### The problem:
Could you filter the records below down to the lines that include the word "stream"?
====
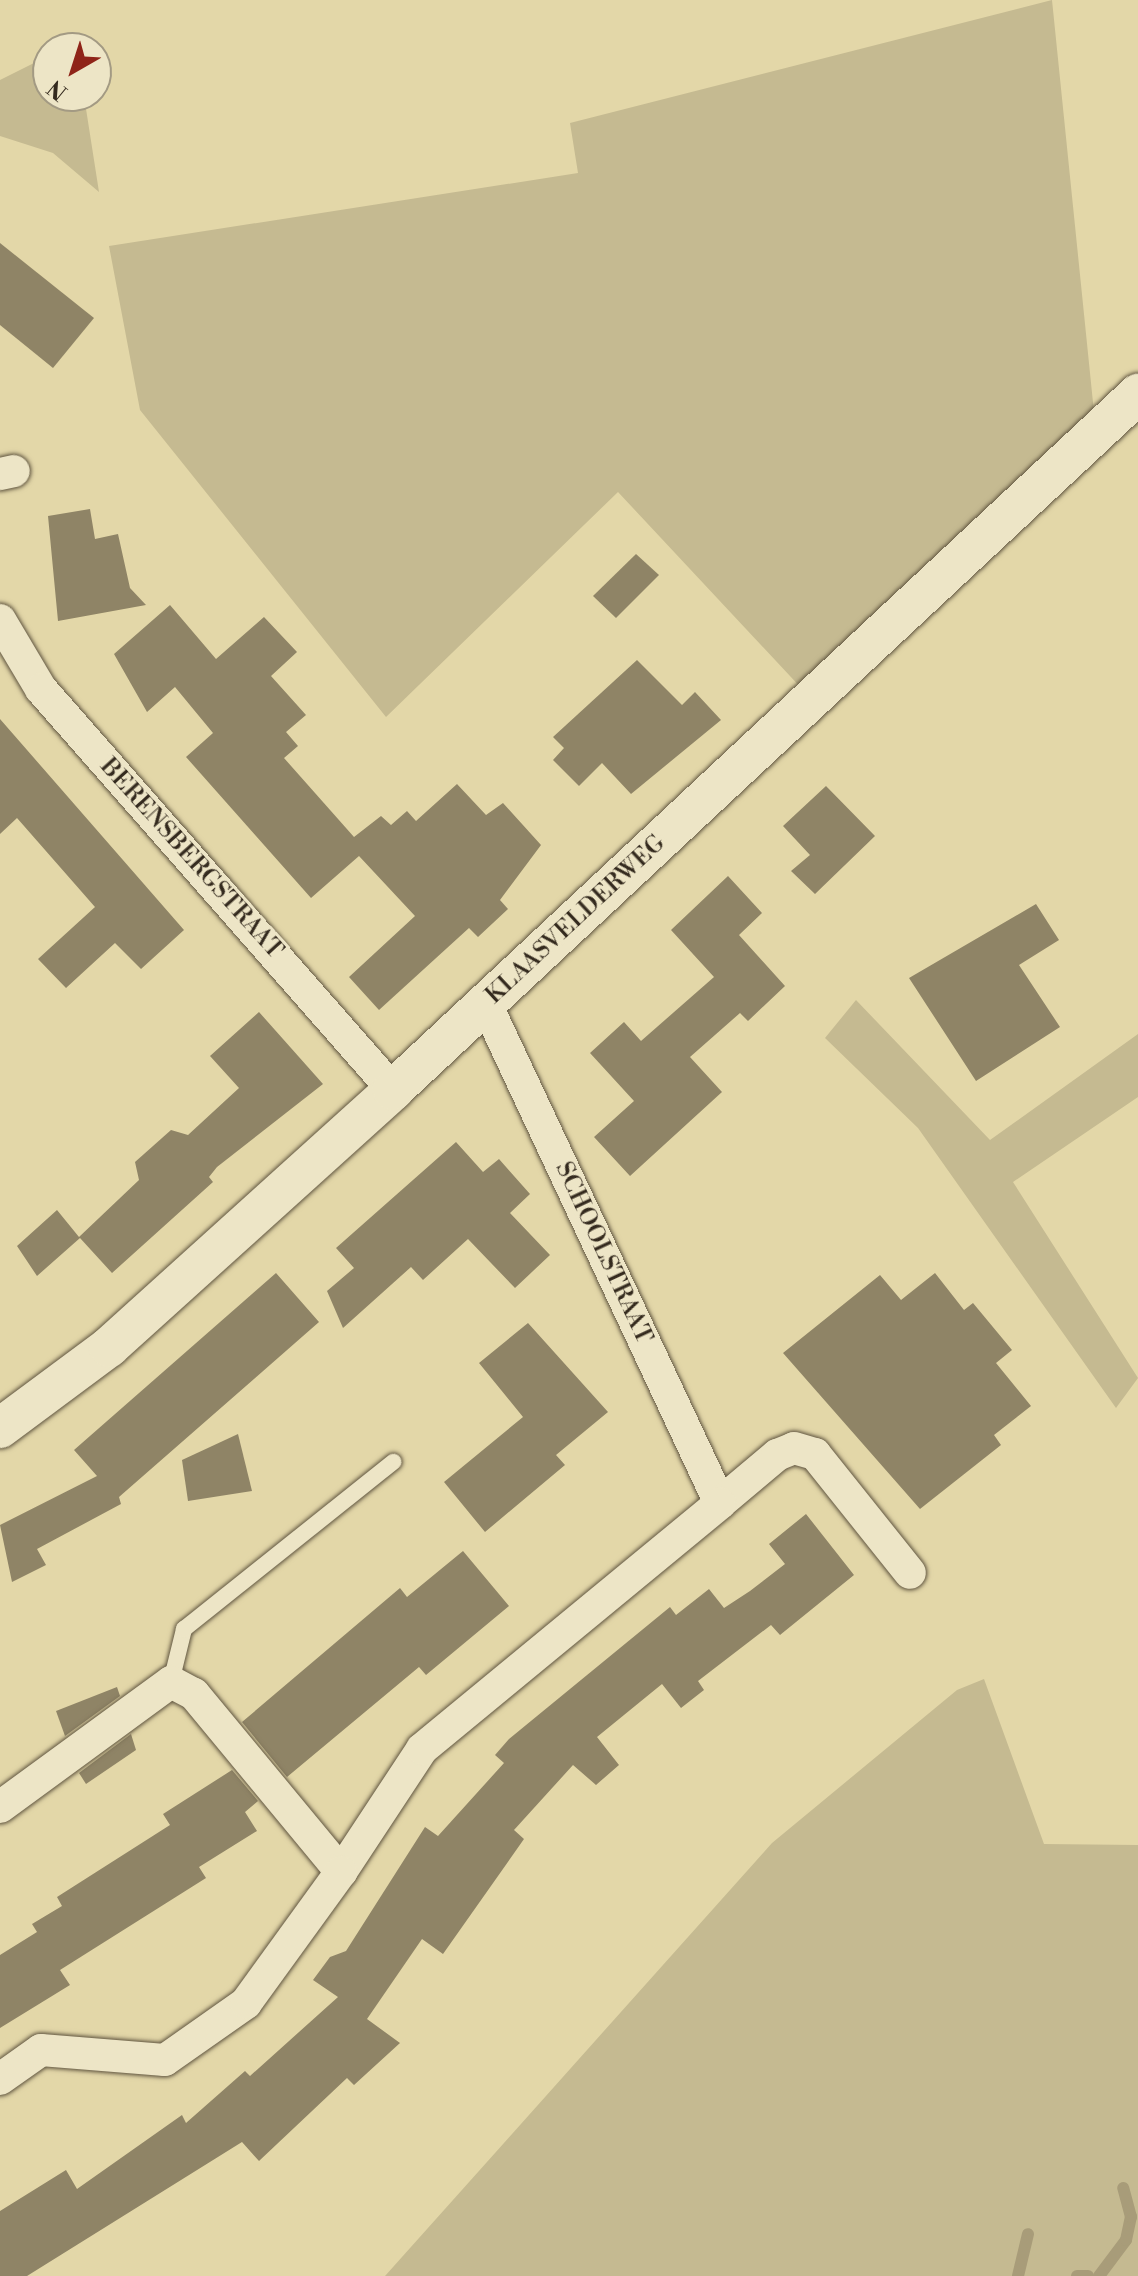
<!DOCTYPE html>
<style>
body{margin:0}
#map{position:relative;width:1138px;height:2276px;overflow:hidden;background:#e3d7a8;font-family:"Libre Bodoni",serif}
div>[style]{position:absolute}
.green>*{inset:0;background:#c5ba91}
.stream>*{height:12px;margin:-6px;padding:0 6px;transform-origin:6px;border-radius:6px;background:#a89c79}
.building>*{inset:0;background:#8f8466}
.roads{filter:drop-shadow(0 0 2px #605540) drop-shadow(0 0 2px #605540)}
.service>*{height:16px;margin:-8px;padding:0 8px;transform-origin:8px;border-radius:8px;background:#ede5c6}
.minor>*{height:32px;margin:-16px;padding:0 16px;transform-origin:16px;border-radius:16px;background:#ede5c6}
.tertiary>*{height:40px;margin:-20px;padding:0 20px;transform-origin:20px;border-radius:20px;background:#ede5c6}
span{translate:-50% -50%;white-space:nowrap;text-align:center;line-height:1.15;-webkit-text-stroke:6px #ede5c6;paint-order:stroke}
.street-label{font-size:24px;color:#342a1e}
.north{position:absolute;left:32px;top:32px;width:80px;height:80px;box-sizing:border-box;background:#ede5c6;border:2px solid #a39a83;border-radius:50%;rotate:219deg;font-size:22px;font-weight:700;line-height:32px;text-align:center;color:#342a1e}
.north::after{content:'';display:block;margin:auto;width:28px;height:36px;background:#8f2418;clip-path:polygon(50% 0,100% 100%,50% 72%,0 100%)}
</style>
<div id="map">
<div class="green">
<i style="clip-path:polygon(1052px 0,1095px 422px,804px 691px,618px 492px,386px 717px,140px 410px,109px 246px,578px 173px,570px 123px)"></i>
<i style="clip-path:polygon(48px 56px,48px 96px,84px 96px,99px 192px,53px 153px,0 136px,0 80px)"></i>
<i style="clip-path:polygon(856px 1000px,990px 1140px,1138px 1034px,1138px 1097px,1013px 1182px,1138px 1378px,1116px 1408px,918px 1128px,825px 1038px)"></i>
<i style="clip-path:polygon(984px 1679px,1044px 1844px,1138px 1845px,1138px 2276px,385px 2276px,772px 1843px,957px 1690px)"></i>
</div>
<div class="stream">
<i style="left:1018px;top:2276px;width:43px;rotate:-76.6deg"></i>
<i style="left:1077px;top:2276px;width:11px"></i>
<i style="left:1099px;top:2276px;width:45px;rotate:-53.1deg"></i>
<i style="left:1126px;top:2240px;width:24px;rotate:-78deg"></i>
<i style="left:1131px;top:2217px;width:30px;rotate:-105deg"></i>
</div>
<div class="building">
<i style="clip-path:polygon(0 243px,94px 318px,53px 368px,0 325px)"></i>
<i style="clip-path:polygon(90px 509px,95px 539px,118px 534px,130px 588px,146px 605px,58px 621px,48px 516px)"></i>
<i style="clip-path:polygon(636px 554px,659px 575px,616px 618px,593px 596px)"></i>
<i style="clip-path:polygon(170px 605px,216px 659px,264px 617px,297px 652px,271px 676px,306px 715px,286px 732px,298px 746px,284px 758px,354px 837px,381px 816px,391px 825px,407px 811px,416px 821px,457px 784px,486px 815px,503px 803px,541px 845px,500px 900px,508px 909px,478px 937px,469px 928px,379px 1010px,349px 977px,415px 916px,359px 856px,311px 898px,186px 757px,213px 733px,175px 687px,147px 712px,114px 654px)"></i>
<i style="clip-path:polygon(637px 660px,682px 705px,695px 692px,721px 720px,631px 794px,602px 763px,579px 786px,553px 760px,564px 748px,553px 737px)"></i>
<i style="clip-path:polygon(0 719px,184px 930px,141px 969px,115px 943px,66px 988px,38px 959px,95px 907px,17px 818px,0 834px)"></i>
<i style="clip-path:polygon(826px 786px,875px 836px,815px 894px,791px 871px,810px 855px,783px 826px)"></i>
<i style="clip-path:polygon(728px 876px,762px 913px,739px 935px,785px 986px,748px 1021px,740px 1013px,690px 1057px,722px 1092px,630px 1176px,594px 1137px,634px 1101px,590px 1053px,624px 1022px,641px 1041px,714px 977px,671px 930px)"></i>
<i style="clip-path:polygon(1036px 904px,1059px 940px,1019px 965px,1060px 1027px,976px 1081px,909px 978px)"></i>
<i style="clip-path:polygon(259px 1012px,323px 1084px,217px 1167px,209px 1177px,213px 1182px,112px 1273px,80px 1238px,37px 1276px,17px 1246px,57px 1210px,79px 1237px,139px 1180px,135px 1162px,171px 1130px,188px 1135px,239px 1088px,210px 1056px)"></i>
<i style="clip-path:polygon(456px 1142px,483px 1172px,499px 1159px,530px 1194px,510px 1213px,550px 1255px,515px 1288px,468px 1239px,423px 1280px,411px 1267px,343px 1328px,327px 1291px,354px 1268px,336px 1248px)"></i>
<i style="clip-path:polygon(276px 1273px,319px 1322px,119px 1497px,121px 1504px,37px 1549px,46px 1565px,12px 1582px,0 1525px,97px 1476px,74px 1450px)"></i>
<i style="clip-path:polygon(935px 1273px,964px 1310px,973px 1303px,1012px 1350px,996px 1363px,1031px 1406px,994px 1435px,1001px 1445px,920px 1509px,783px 1353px,880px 1275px,901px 1300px)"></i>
<i style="clip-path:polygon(528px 1323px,608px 1412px,556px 1455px,565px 1465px,485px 1532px,444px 1482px,523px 1417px,479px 1363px)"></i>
<i style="clip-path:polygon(238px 1434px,252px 1491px,188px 1501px,182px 1460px)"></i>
<i style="clip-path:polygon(806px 1514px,854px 1575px,780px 1635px,771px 1625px,698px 1681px,704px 1690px,681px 1708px,662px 1684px,597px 1737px,619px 1765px,596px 1785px,573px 1765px,514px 1830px,524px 1839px,443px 1954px,422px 1939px,367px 2019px,400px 2043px,354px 2085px,347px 2078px,259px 2161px,242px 2142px,27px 2276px,0 2276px,0 2211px,66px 2170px,77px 2189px,182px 2115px,186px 2123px,245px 2071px,250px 2076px,338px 1997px,313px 1980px,330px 1957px,346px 1951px,425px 1827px,438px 1836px,504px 1763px,495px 1755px,509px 1739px,670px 1607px,676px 1615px,709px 1589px,724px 1608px,750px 1591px,785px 1564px,769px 1544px)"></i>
<i style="clip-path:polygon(463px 1551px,509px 1606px,426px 1675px,419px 1667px,287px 1777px,242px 1722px,400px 1588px,407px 1597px)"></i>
<i style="clip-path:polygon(117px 1687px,120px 1696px,65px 1736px,56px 1711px)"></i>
<i style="clip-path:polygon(131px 1734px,136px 1750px,86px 1784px,79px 1773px)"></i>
<i style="clip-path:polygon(232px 1770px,258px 1801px,245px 1812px,257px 1831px,199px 1867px,206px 1878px,60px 1970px,70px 1985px,0 2028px,0 1955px,37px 1932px,32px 1924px,62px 1906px,57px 1897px,170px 1825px,163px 1814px)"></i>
</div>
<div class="roads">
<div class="service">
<i style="left:171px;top:1682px;width:55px;rotate:-76.2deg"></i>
<i style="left:184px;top:1629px;width:268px;rotate:-38.6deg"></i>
</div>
<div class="minor">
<i style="left:0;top:474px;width:14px;rotate:-12deg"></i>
<i style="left:0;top:620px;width:80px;rotate:59.3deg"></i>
<i style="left:41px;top:689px;width:534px;rotate:48.72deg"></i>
<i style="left:486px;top:1004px;width:551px;rotate:64.88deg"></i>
<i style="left:720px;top:1503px;width:75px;rotate:-40.1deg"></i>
<i style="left:777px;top:1455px;width:18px;rotate:-22deg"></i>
<i style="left:794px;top:1448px;width:22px;rotate:16deg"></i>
<i style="left:815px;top:1454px;width:152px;rotate:51.4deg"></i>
<i style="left:0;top:1807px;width:212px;rotate:-36.2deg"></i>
<i style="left:171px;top:1682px;width:26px;rotate:28deg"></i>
<i style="left:194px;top:1694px;width:231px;rotate:50.4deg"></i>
<i style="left:341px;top:1872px;width:147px;rotate:-56.6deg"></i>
<i style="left:422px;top:1749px;width:386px;rotate:-39.5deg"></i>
<i style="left:0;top:2079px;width:50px;rotate:-35.3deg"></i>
<i style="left:41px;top:2050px;width:124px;rotate:4.6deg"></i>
<i style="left:165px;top:2060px;width:99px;rotate:-35.1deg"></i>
<i style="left:246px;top:2003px;width:162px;rotate:-54.1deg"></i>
</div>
<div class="tertiary">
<i style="left:0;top:1428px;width:136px;rotate:-36.6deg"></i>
<i style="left:109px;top:1347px;width:383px;rotate:-42.1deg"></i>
<i style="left:393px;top:1090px;width:1020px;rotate:-43.05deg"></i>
</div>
</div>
<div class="street-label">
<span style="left:191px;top:859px;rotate:48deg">BERENSBERGSTRAAT</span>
<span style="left:576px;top:920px;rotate:-43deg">KLAASVELDERWEG</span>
<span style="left:603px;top:1253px;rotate:65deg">SCHOOLSTRAAT</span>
</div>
<div class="north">N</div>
</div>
====
### Finished exercise:
.stream>*{height:12px;margin:-6px;padding:0 6px;transform-origin:6px;border-radius:6px;background:#a89c79}
<div class="stream">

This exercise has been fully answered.